• _Task goal_
Find every line of the listing below where "controls" appears, and copy it.

------

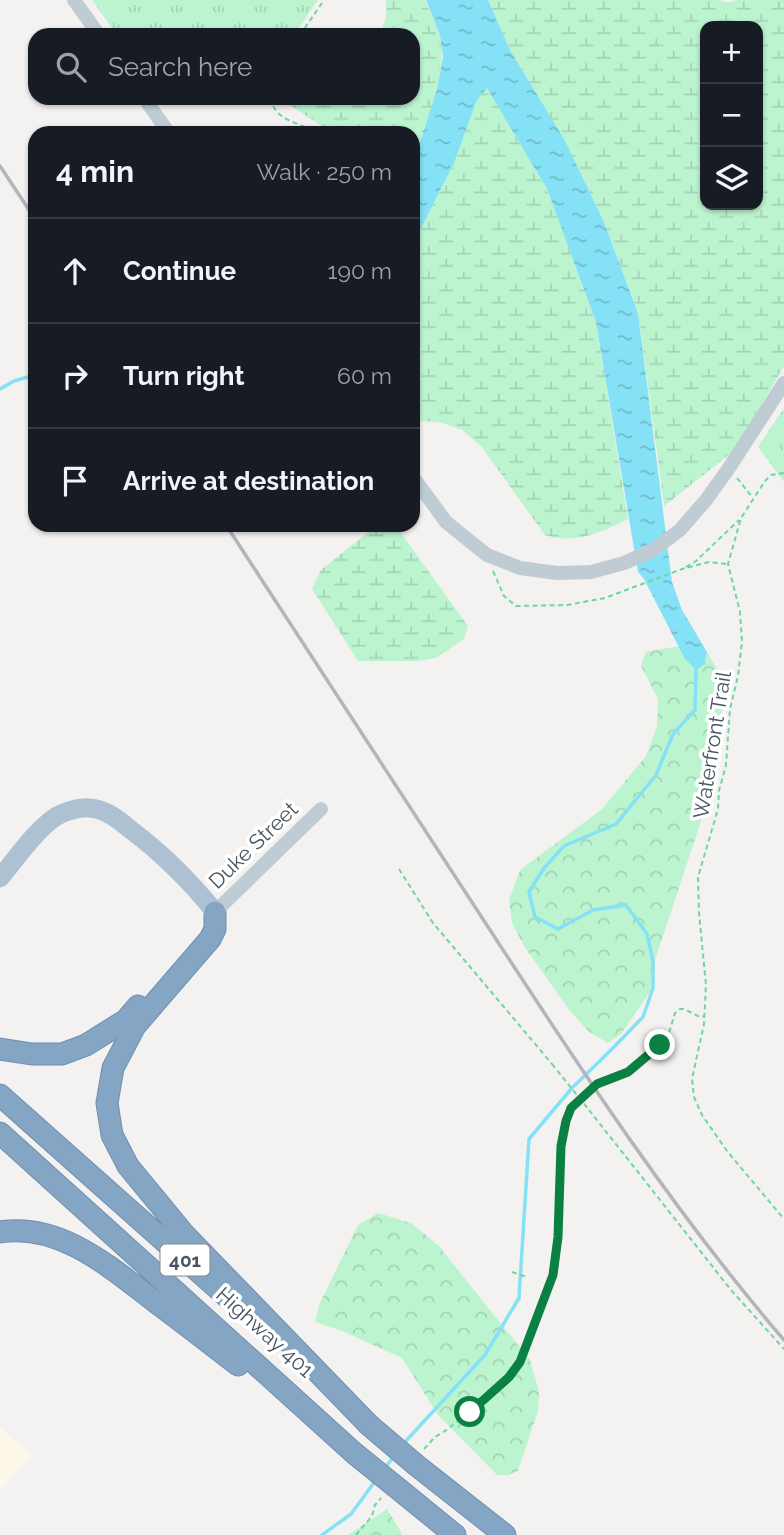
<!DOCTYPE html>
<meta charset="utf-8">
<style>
body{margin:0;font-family:Raleway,sans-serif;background:#242831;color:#f1f3f6}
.controls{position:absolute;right:21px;top:21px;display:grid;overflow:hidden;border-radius:14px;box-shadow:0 2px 5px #0004}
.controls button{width:63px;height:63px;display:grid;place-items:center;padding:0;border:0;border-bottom:2px solid #363941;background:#171b24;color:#f1f3f6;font:35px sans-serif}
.stop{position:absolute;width:21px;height:21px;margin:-16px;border:5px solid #0b8043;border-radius:50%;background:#fff}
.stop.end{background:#0b8043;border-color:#fff;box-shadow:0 2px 7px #0008}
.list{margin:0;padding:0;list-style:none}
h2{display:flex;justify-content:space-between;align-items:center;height:91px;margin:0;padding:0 28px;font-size:30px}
h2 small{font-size:23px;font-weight:400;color:#9ea1a6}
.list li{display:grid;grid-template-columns:46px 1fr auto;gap:21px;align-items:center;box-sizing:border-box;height:105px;padding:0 28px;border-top:2px solid #363941}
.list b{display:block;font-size:26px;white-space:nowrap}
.list em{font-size:23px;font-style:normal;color:#9ea1a6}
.icon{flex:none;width:38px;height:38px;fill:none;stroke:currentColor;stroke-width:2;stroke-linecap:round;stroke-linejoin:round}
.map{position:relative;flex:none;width:784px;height:1535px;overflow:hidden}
.search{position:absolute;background:#171b24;box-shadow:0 2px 5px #0004;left:28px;top:28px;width:392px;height:77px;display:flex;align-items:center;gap:18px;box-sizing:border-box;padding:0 24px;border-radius:21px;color:#9ea1a6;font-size:26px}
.panel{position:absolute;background:#171b24;box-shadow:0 2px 5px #0004;left:28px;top:126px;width:392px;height:406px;border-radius:21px}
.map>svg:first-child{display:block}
.commercial{fill:#fef8ea}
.forest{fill:url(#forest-crowns)}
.wetland{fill:url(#wetland-marsh);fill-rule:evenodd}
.park{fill:url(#park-tufts)}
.water{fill:url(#water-ripples)}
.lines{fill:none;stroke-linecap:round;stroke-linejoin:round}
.stream{stroke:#85e1f6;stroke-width:3.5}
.highway-casing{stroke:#6f90b0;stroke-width:23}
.path{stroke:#70d6a1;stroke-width:2;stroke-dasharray:5 3.5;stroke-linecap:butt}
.minor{stroke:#c0ccd4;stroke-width:14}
.major{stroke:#aec1d2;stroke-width:19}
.highway{stroke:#84a5c4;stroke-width:21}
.rail{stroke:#b2b6bc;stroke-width:3.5}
.highway-bridge-casing{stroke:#6f90b0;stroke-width:23;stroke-linecap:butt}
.path-bridge{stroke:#70d6a1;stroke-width:2;stroke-dasharray:5 3.5;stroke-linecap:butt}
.highway-bridge{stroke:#84a5c4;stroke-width:21}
.route{stroke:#0b8043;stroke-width:9}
.labels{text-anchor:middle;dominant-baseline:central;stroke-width:7;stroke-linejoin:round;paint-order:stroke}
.shield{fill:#fff;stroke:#7e8890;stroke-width:2}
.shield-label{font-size:19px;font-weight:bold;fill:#475561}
.street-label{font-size:21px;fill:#475561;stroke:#fff}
</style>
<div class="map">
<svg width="784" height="1535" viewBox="0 0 784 1535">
<defs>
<pattern id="forest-crowns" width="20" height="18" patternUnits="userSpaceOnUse" patternTransform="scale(1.75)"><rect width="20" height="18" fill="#bcf4d0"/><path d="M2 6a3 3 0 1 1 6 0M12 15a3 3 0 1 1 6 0" fill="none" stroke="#a3d3b5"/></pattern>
<pattern id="wetland-marsh" width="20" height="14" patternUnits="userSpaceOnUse" patternTransform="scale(1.75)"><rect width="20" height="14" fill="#bcf4d0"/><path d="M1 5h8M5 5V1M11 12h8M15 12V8" fill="none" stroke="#a3d3b5"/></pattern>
<pattern id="park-tufts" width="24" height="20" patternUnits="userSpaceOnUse" patternTransform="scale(1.75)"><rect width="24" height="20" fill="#bcf4d0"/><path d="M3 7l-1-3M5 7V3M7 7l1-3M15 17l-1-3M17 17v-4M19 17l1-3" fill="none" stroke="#a3d3b5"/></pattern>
<pattern id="water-ripples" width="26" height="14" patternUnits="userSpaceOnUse" patternTransform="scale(1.75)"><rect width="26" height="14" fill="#85e1f6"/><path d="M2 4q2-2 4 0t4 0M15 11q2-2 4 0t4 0" fill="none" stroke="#6fb9cb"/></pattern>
</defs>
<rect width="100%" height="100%" fill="#f4f1f1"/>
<path class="commercial" d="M0 1428 32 1455 0 1490Z"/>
<path class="forest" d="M679 646 685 659 705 664 707 652 725 683 713 785 655 960 650 992 621 1034 608 1043 588 1031 567 1007 524 946 512 923 509 900 520 870 602 809 646 756 657 726 658 699 641 666 646 652Z
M378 1213 411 1223 438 1245 530 1360 539 1391 538 1411 518 1471 508 1475H497L438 1415 402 1358 340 1330 315 1322 319 1305 358 1225Z
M387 1509 401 1532 402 1535H348Z"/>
<path class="wetland" d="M386 0H425C430 12 437 24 440 36 449 73 424 129 413 165V133H332L284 101V98H413V35H380L386 17Z
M488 0H720L728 3 736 0H784V366L734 451 664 506 638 312 604 222 511 52ZM705 26H758V205H705Z
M487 87 547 189 596 322 628 519C602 532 574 545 545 535L481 446 462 430 443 423 413 420V244L454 163 477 100Z
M377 525 398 529 468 626 464 639 436 658 419 661H358L312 589 321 570Z"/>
<path class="park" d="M92 0H318L294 35H117Z
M784 408V482L758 447Z"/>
<path class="water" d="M426 0H488L511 52 564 139 604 222 638 313 672 582 682 610 707 652 705 664 696 670 685 659 644 579 638 572 596 322 547 189 487 88 477 100 454 163 413 244V165L437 89 443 57 440 35Z"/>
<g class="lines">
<path class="stream" d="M0 389 14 381 35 375
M404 1443 485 1355 519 1298 529 1139 572 1088 610 1051 643 1017 653 988V961L647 934 626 905 593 910 558 929 535 917 529 892 544 868 564 846 616 824 656 775 673 734 695 710 696 670
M385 1468 395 1455
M322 1535 351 1514 376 1480"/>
<g class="highway-casing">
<path id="highway" d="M215 912V929L210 939 135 1026 113 1068 107 1103 112 1135 128 1166 184 1234 369 1425
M0 1049 32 1054H62L86 1045 126 1020 138 1006
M0 1095 235 1304
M0 1133 354 1453
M0 1232C61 1222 112 1269 157 1303 184 1323 211 1344 238 1365
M416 1465 505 1535
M396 1487 455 1535"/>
</g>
<path class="path" d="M300 35 324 0
M271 98C274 122 301 122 317 133
M784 473 771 475 765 481 741 518 728 564 740 612 742 641 738 676 730 709 726 765 719 791 718 809 698 877 699 913 706 985 704 1024 692 1079 694 1097 702 1115 727 1151 784 1219
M737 478 753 498
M686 567 696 561 739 520
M493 571 504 596 516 606 567 605 605 598 682 569 709 562 727 564
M399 869 433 923 552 1064
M589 1110 731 1290 784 1349
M512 1272 527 1277
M424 1449 435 1437 445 1431 481 1403 509 1378 520 1362 553 1274 558 1237 561 1146 566 1121 571 1108 597 1084 607 1079 628 1072 641 1062 660 1045 669 1033 675 1013 680 1009H684L700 1017 704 1016
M356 1535 372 1516 375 1505 381 1498"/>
<path class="minor" d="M74 0 99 35
M144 98 169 133
M413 477 446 522 487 555 520 568 557 573 591 572 624 563 653 550 680 530 706 500 729 468 784 383
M215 912 321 809"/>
<path class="major" d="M0 878C16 859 34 832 54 818 62 812 79 807 89 808 106 809 119 820 131 830 163 854 190 881 215 912"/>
<use href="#highway" class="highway"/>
<path class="rail" d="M0 166 35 219
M226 525C315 661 403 797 492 933 583 1073 675 1213 784 1340"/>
<g class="highway-bridge-casing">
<path id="highway-bridge" d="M369 1425 416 1465
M354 1453 396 1487"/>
</g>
<path class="path-bridge" d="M552 1064 589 1110"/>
<use href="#highway-bridge" class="highway-bridge"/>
</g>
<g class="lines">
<path class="route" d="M470 1412 509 1377 520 1362 553 1275 558 1237 561 1146 566 1121 571 1108 597 1084 628 1072 660 1045"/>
</g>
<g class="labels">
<rect class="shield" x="160.5" y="1244.5" width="49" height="31" rx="5"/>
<g class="shield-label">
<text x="185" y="1260">401</text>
</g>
<g class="street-label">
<text transform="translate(712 745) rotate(-81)">Waterfront Trail</text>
<text transform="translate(253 845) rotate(-44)">Duke Street</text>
<text transform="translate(265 1332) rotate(42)">Highway 401</text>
</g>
</g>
</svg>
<div class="controls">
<button>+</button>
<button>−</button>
<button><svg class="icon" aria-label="layers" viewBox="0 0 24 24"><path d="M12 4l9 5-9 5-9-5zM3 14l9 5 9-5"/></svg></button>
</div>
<div class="stop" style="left:470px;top:1412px"></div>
<div class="stop end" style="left:660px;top:1045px"></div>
<div class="search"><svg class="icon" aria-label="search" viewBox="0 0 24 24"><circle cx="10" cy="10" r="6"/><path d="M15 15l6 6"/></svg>Search here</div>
<section class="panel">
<h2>4 min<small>Walk · 250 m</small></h2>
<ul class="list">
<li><svg class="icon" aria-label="ahead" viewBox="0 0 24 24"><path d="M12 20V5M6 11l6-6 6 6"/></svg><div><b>Continue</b></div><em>190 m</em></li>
<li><svg class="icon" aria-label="right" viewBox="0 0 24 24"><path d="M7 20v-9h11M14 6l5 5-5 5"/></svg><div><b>Turn right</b></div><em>60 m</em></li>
<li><svg class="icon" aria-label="arrive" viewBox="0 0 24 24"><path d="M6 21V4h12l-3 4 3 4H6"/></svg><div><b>Arrive at destination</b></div></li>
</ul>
</section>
</div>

------

• _Task solution_
.controls{position:absolute;right:21px;top:21px;display:grid;overflow:hidden;border-radius:14px;box-shadow:0 2px 5px #0004}
.controls button{width:63px;height:63px;display:grid;place-items:center;padding:0;border:0;border-bottom:2px solid #363941;background:#171b24;color:#f1f3f6;font:35px sans-serif}
<div class="controls">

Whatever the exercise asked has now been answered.